◆ **ENTRIES SHOWN**:

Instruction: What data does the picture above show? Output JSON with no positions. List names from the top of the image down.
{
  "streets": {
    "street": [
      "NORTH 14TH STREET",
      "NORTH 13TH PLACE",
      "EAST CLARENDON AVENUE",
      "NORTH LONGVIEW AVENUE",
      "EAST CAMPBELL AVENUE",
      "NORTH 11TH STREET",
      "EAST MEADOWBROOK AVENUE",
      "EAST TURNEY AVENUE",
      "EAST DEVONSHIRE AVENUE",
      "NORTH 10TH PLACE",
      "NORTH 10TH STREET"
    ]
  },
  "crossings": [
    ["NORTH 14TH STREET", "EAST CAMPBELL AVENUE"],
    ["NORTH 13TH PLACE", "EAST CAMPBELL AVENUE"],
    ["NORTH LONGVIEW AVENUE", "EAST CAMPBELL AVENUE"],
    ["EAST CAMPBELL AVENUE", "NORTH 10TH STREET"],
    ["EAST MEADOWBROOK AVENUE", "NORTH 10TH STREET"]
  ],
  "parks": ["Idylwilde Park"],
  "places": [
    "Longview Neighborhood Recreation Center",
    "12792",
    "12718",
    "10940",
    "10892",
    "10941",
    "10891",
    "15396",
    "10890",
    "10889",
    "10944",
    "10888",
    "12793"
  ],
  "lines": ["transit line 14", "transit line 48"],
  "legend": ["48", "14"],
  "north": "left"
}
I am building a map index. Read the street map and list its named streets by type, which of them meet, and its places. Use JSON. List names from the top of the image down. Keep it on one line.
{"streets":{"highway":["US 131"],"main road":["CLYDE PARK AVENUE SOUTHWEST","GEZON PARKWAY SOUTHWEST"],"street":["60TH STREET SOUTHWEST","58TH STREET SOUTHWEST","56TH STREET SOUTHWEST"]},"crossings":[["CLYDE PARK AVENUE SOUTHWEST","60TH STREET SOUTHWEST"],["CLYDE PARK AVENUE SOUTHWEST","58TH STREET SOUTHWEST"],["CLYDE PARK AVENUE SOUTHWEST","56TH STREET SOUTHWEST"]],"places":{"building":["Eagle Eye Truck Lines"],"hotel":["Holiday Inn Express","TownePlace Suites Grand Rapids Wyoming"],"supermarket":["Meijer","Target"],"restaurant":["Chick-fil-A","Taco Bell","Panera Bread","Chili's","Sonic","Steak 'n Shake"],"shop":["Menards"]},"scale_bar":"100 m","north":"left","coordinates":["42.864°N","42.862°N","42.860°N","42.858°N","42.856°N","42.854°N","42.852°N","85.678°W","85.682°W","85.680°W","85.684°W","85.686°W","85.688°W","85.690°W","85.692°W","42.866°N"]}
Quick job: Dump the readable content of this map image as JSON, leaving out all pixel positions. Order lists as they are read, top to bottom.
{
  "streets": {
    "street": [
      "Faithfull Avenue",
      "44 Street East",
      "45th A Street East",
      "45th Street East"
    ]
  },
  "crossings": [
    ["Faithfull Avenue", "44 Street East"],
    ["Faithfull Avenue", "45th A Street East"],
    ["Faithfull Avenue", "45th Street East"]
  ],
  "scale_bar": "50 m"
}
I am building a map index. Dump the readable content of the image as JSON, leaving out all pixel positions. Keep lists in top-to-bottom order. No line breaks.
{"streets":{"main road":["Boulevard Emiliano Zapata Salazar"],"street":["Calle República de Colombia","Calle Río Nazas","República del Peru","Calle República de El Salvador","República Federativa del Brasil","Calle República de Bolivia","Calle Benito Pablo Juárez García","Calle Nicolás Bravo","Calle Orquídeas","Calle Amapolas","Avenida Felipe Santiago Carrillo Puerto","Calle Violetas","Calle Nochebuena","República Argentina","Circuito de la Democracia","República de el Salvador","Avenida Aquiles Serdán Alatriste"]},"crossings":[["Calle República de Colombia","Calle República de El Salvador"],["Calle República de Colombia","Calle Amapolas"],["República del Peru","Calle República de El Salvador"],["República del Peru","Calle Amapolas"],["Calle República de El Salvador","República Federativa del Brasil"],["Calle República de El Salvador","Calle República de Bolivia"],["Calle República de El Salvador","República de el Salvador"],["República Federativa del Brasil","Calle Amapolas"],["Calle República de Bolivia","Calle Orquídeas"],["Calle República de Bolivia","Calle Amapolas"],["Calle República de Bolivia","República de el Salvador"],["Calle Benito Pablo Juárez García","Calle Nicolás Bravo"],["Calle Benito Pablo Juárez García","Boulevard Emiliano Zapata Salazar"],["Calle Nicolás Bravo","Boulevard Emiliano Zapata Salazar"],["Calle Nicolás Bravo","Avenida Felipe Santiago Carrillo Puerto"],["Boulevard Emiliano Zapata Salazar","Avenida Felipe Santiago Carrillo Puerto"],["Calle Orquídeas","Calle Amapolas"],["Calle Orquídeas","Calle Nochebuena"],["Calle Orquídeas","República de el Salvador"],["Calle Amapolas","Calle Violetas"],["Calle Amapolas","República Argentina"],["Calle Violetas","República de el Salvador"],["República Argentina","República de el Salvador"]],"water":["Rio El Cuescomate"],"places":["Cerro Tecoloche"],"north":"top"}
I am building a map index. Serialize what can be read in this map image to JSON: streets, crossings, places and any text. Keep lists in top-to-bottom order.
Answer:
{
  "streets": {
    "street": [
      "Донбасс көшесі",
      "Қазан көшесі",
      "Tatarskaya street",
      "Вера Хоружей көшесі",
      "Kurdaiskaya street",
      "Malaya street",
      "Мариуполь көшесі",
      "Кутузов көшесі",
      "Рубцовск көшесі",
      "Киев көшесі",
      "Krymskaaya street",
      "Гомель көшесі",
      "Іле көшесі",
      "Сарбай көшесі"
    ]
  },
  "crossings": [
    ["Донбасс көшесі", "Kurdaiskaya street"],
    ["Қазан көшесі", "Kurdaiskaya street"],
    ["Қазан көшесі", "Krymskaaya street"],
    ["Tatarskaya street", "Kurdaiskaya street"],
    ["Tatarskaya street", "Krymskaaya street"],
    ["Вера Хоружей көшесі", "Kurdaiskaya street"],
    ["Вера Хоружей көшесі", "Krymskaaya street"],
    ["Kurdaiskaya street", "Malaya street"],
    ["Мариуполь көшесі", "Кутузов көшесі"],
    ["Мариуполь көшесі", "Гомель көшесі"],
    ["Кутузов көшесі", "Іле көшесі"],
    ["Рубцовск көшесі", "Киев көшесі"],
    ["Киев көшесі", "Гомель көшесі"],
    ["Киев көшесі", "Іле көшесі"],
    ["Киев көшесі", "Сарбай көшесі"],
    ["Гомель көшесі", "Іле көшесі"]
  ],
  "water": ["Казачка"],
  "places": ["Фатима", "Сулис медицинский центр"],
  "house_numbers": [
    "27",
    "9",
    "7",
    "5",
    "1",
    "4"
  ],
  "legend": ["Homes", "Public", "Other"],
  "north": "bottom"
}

◆ **EXERCISE OBJECTIVE**: For every entry above, give it back exactly as written.

◆ **OUTPUT**:
Instruction: What data does the picture above show? Output JSON with no positions. List names from the top of the image down.
{
  "streets": {
    "street": [
      "NORTH 14TH STREET",
      "NORTH 13TH PLACE",
      "EAST CLARENDON AVENUE",
      "NORTH LONGVIEW AVENUE",
      "EAST CAMPBELL AVENUE",
      "NORTH 11TH STREET",
      "EAST MEADOWBROOK AVENUE",
      "EAST TURNEY AVENUE",
      "EAST DEVONSHIRE AVENUE",
      "NORTH 10TH PLACE",
      "NORTH 10TH STREET"
    ]
  },
  "crossings": [
    ["NORTH 14TH STREET", "EAST CAMPBELL AVENUE"],
    ["NORTH 13TH PLACE", "EAST CAMPBELL AVENUE"],
    ["NORTH LONGVIEW AVENUE", "EAST CAMPBELL AVENUE"],
    ["EAST CAMPBELL AVENUE", "NORTH 10TH STREET"],
    ["EAST MEADOWBROOK AVENUE", "NORTH 10TH STREET"]
  ],
  "parks": ["Idylwilde Park"],
  "places": [
    "Longview Neighborhood Recreation Center",
    "12792",
    "12718",
    "10940",
    "10892",
    "10941",
    "10891",
    "15396",
    "10890",
    "10889",
    "10944",
    "10888",
    "12793"
  ],
  "lines": ["transit line 14", "transit line 48"],
  "legend": ["48", "14"],
  "north": "left"
}
I am building a map index. Read the street map and list its named streets by type, which of them meet, and its places. Use JSON. List names from the top of the image down. Keep it on one line.
{"streets":{"highway":["US 131"],"main road":["CLYDE PARK AVENUE SOUTHWEST","GEZON PARKWAY SOUTHWEST"],"street":["60TH STREET SOUTHWEST","58TH STREET SOUTHWEST","56TH STREET SOUTHWEST"]},"crossings":[["CLYDE PARK AVENUE SOUTHWEST","60TH STREET SOUTHWEST"],["CLYDE PARK AVENUE SOUTHWEST","58TH STREET SOUTHWEST"],["CLYDE PARK AVENUE SOUTHWEST","56TH STREET SOUTHWEST"]],"places":{"building":["Eagle Eye Truck Lines"],"hotel":["Holiday Inn Express","TownePlace Suites Grand Rapids Wyoming"],"supermarket":["Meijer","Target"],"restaurant":["Chick-fil-A","Taco Bell","Panera Bread","Chili's","Sonic","Steak 'n Shake"],"shop":["Menards"]},"scale_bar":"100 m","north":"left","coordinates":["42.864°N","42.862°N","42.860°N","42.858°N","42.856°N","42.854°N","42.852°N","85.678°W","85.682°W","85.680°W","85.684°W","85.686°W","85.688°W","85.690°W","85.692°W","42.866°N"]}
Quick job: Dump the readable content of this map image as JSON, leaving out all pixel positions. Order lists as they are read, top to bottom.
{
  "streets": {
    "street": [
      "Faithfull Avenue",
      "44 Street East",
      "45th A Street East",
      "45th Street East"
    ]
  },
  "crossings": [
    ["Faithfull Avenue", "44 Street East"],
    ["Faithfull Avenue", "45th A Street East"],
    ["Faithfull Avenue", "45th Street East"]
  ],
  "scale_bar": "50 m"
}
I am building a map index. Dump the readable content of the image as JSON, leaving out all pixel positions. Keep lists in top-to-bottom order. No line breaks.
{"streets":{"main road":["Boulevard Emiliano Zapata Salazar"],"street":["Calle República de Colombia","Calle Río Nazas","República del Peru","Calle República de El Salvador","República Federativa del Brasil","Calle República de Bolivia","Calle Benito Pablo Juárez García","Calle Nicolás Bravo","Calle Orquídeas","Calle Amapolas","Avenida Felipe Santiago Carrillo Puerto","Calle Violetas","Calle Nochebuena","República Argentina","Circuito de la Democracia","República de el Salvador","Avenida Aquiles Serdán Alatriste"]},"crossings":[["Calle República de Colombia","Calle República de El Salvador"],["Calle República de Colombia","Calle Amapolas"],["República del Peru","Calle República de El Salvador"],["República del Peru","Calle Amapolas"],["Calle República de El Salvador","República Federativa del Brasil"],["Calle República de El Salvador","Calle República de Bolivia"],["Calle República de El Salvador","República de el Salvador"],["República Federativa del Brasil","Calle Amapolas"],["Calle República de Bolivia","Calle Orquídeas"],["Calle República de Bolivia","Calle Amapolas"],["Calle República de Bolivia","República de el Salvador"],["Calle Benito Pablo Juárez García","Calle Nicolás Bravo"],["Calle Benito Pablo Juárez García","Boulevard Emiliano Zapata Salazar"],["Calle Nicolás Bravo","Boulevard Emiliano Zapata Salazar"],["Calle Nicolás Bravo","Avenida Felipe Santiago Carrillo Puerto"],["Boulevard Emiliano Zapata Salazar","Avenida Felipe Santiago Carrillo Puerto"],["Calle Orquídeas","Calle Amapolas"],["Calle Orquídeas","Calle Nochebuena"],["Calle Orquídeas","República de el Salvador"],["Calle Amapolas","Calle Violetas"],["Calle Amapolas","República Argentina"],["Calle Violetas","República de el Salvador"],["República Argentina","República de el Salvador"]],"water":["Rio El Cuescomate"],"places":["Cerro Tecoloche"],"north":"top"}
I am building a map index. Serialize what can be read in this map image to JSON: streets, crossings, places and any text. Keep lists in top-to-bottom order.
Answer:
{
  "streets": {
    "street": [
      "Донбасс көшесі",
      "Қазан көшесі",
      "Tatarskaya street",
      "Вера Хоружей көшесі",
      "Kurdaiskaya street",
      "Malaya street",
      "Мариуполь көшесі",
      "Кутузов көшесі",
      "Рубцовск көшесі",
      "Киев көшесі",
      "Krymskaaya street",
      "Гомель көшесі",
      "Іле көшесі",
      "Сарбай көшесі"
    ]
  },
  "crossings": [
    ["Донбасс көшесі", "Kurdaiskaya street"],
    ["Қазан көшесі", "Kurdaiskaya street"],
    ["Қазан көшесі", "Krymskaaya street"],
    ["Tatarskaya street", "Kurdaiskaya street"],
    ["Tatarskaya street", "Krymskaaya street"],
    ["Вера Хоружей көшесі", "Kurdaiskaya street"],
    ["Вера Хоружей көшесі", "Krymskaaya street"],
    ["Kurdaiskaya street", "Malaya street"],
    ["Мариуполь көшесі", "Кутузов көшесі"],
    ["Мариуполь көшесі", "Гомель көшесі"],
    ["Кутузов көшесі", "Іле көшесі"],
    ["Рубцовск көшесі", "Киев көшесі"],
    ["Киев көшесі", "Гомель көшесі"],
    ["Киев көшесі", "Іле көшесі"],
    ["Киев көшесі", "Сарбай көшесі"],
    ["Гомель көшесі", "Іле көшесі"]
  ],
  "water": ["Казачка"],
  "places": ["Фатима", "Сулис медицинский центр"],
  "house_numbers": [
    "27",
    "9",
    "7",
    "5",
    "1",
    "4"
  ],
  "legend": ["Homes", "Public", "Other"],
  "north": "bottom"
}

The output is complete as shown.